Shlomo mi narra come ha conosciuto l'attuale proprietario della fabbrica, erano militari insieme e iniziarono dal nulla a creare materiali curativi per i soldati, mi avvolge con maestria una fascia particolare attorno alla mano, ne riconosco la genialità.

"Vayechì", esclama all'improvviso Shlomo, il nome della Parashà, il brano della Bibbia, di tre settimane orsono, in cui si scrive dei Patriarchi che vissero tanti anni, non che morirono ad un certo anno, si narra che vissero e benedirono i figli, profetizzandone la strada e così fu per i loro figli, vissero, non morirono. Ed è a questo punto che si ritrova costretto ad estrarre dalla tasca un fazzoletto e a porgermelo, prima che gli annaffi lo stand di commozione. Ma prosegue, ricordando come il corpo si ferma, mentre l'anima si eleva e i nostri Padri ci stanno osservando da lassù, "ricordati bene", insiste, "vayechì", in ebraico, visse, non morì, visse.

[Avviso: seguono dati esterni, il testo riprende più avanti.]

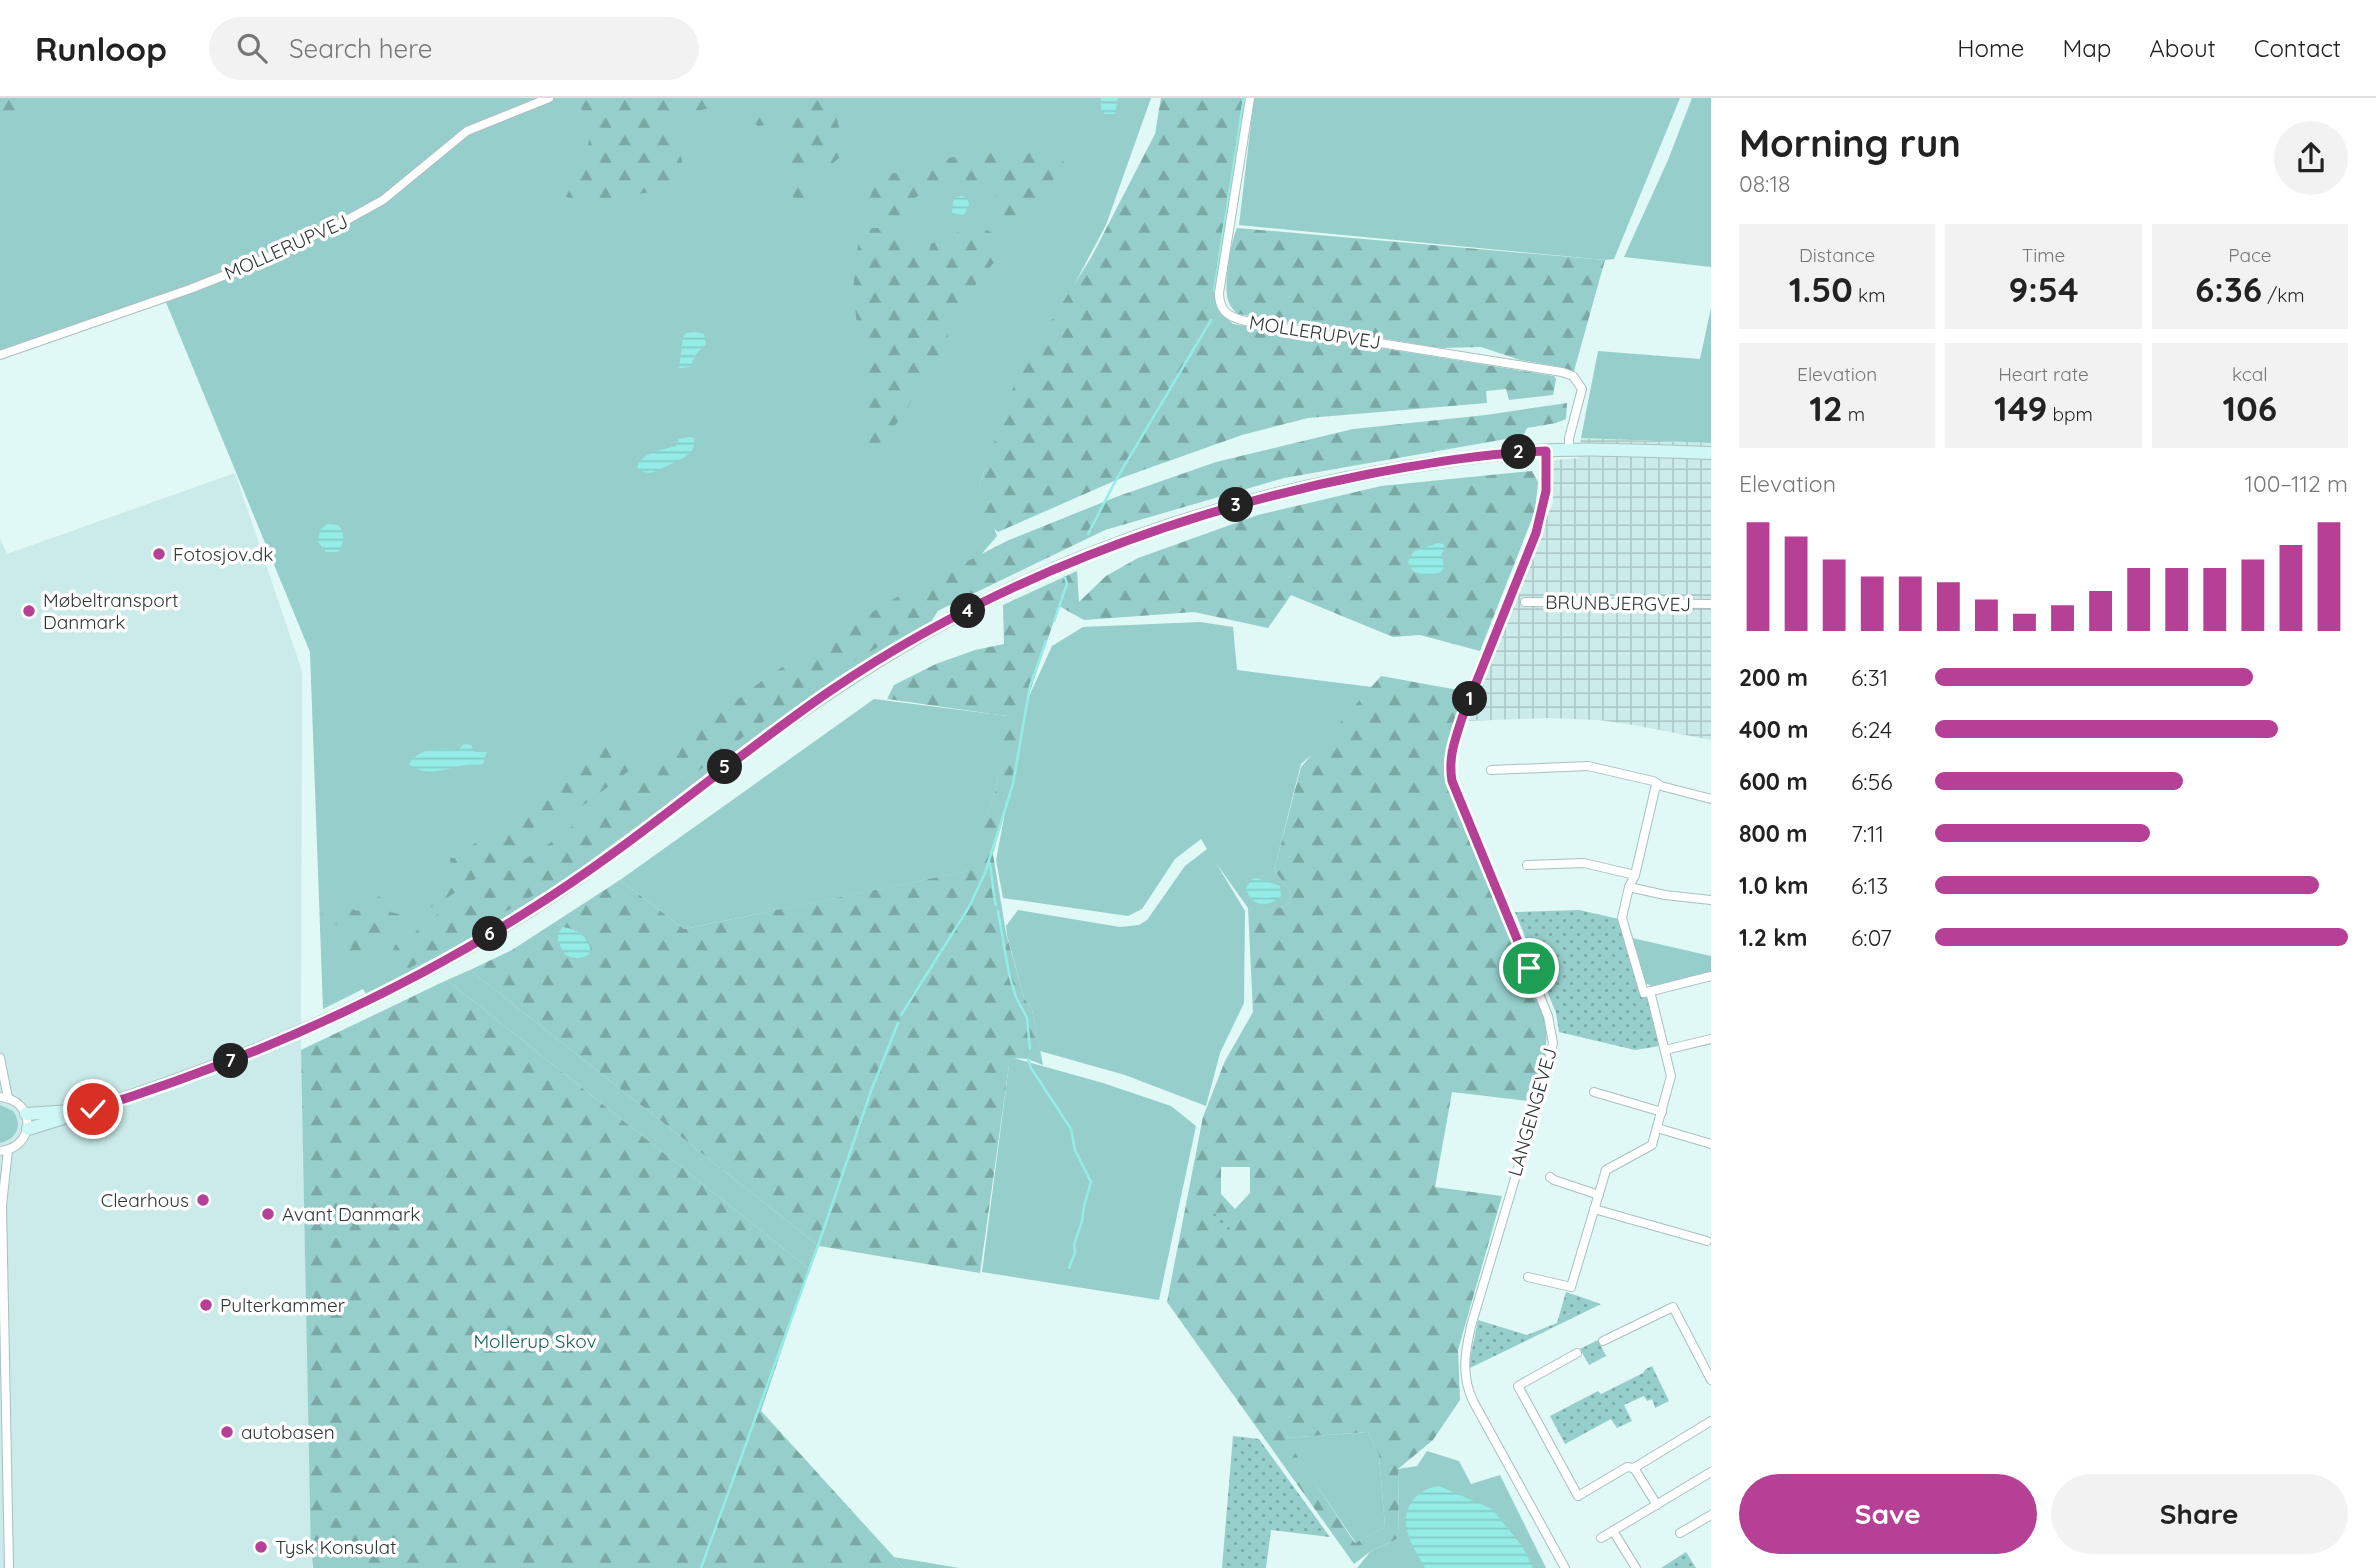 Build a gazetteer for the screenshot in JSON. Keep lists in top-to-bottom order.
{
  "streets": {
    "street": ["MOLLERUPVEJ", "BRUNBJERGVEJ", "LANGENGEVEJ"]
  },
  "parks": ["Mollerup Skov"],
  "places": [
    "Fotosjov.dk",
    "Møbeltransport Danmark",
    "Clearhous",
    "Avant Danmark",
    "Pulterkammer",
    "autobasen",
    "Tysk Konsulat"
  ],
  "page": {
    "header": "Runloop",
    "search": "Search here",
    "nav": [
      "Home",
      "Map",
      "About",
      "Contact"
    ],
    "heading": ["Morning run", "08:18"],
    "stats": [
      ["Distance", "1.50 km"],
      ["Time", "9:54"],
      ["Pace", "6:36 /km"],
      ["Elevation", "12 m"],
      ["Heart rate", "149 bpm"],
      ["kcal", "106"]
    ],
    "pins": [
      "2",
      "3",
      "4",
      "1",
      "5",
      "6",
      "7"
    ],
    "chart": ["Elevation", "100–112 m"],
    "list": [
      {
        "name": "200 m",
        "note": "6:31"
      },
      {
        "name": "400 m",
        "note": "6:24"
      },
      {
        "name": "600 m",
        "note": "6:56"
      },
      {
        "name": "800 m",
        "note": "7:11"
      },
      {
        "name": "1.0 km",
        "note": "6:13"
      },
      {
        "name": "1.2 km",
        "note": "6:07"
      }
    ],
    "buttons": ["Save", "Share"]
  }
} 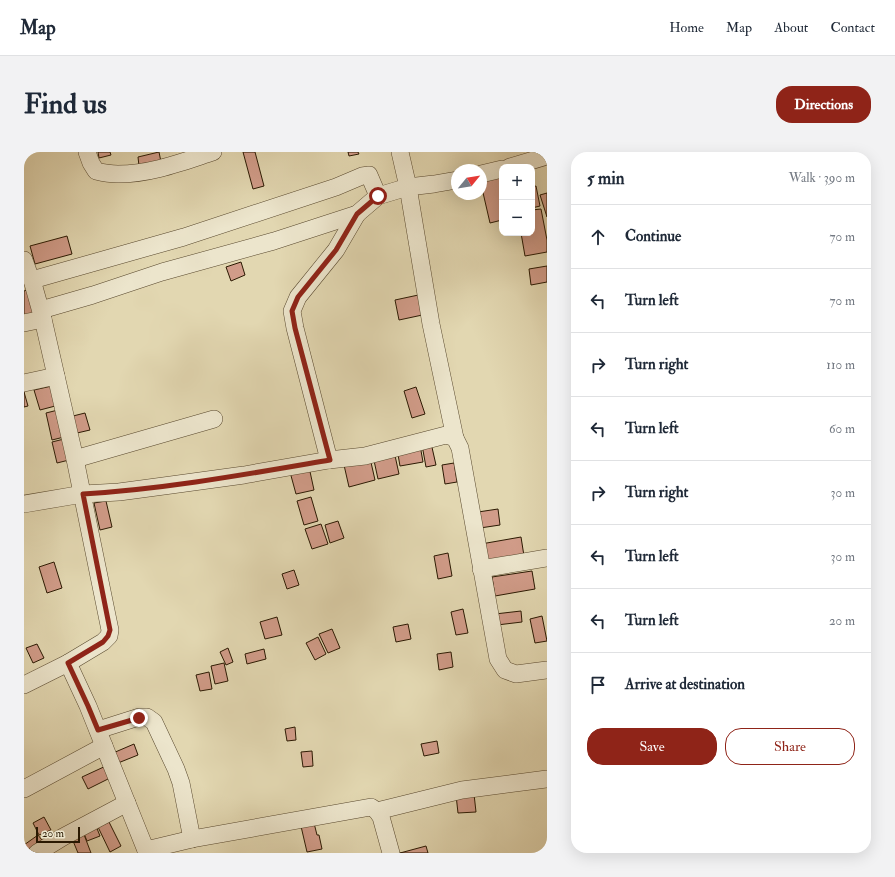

Il ritorno al tramonto, su Monaco il sole, l'aereo sorvola pianure imbiancate, le prime cime delle Alpi, poi si solleva sopra la bufera. Ma ancora al di sopra ci sono quegli sguardi del Padre di Shlomo e di mio Padre che osservano che continuiamo nella via dell'etica, come ci hanno raccomandato. Vissero, non morirono, hanno solo lasciato il corpo e la loro anima è al nostro fianco, come è scritto e compreso. Eppure lo sgomento per ogni istante, ogni luogo, ogni momento, ogni atto, colore, parola, erano lì con noi, poco prima, il luogo era insieme, il momento era insieme, l'atto era insieme, il colore era insieme, la parola era insieme, due tempi, la memoria e il presente, sono fotogrammi di due universi che si sono allontanati e che vorremmo reincollare, riunire, come prima.

Il tempo è passato, il tempo è cambiato, ci interroghiamo sul senso della vita, quello c'è.
Però se ci interroghiamo allora sul senso del male, il far del male alla vita che invece ha un senso e uno scopo e una prosecuzione, quello no, quello non c'è, questo è l'insegnamento dei nostri Padri.

Vissero nel corpo, vivono con l'anima e ci guardano, come prima.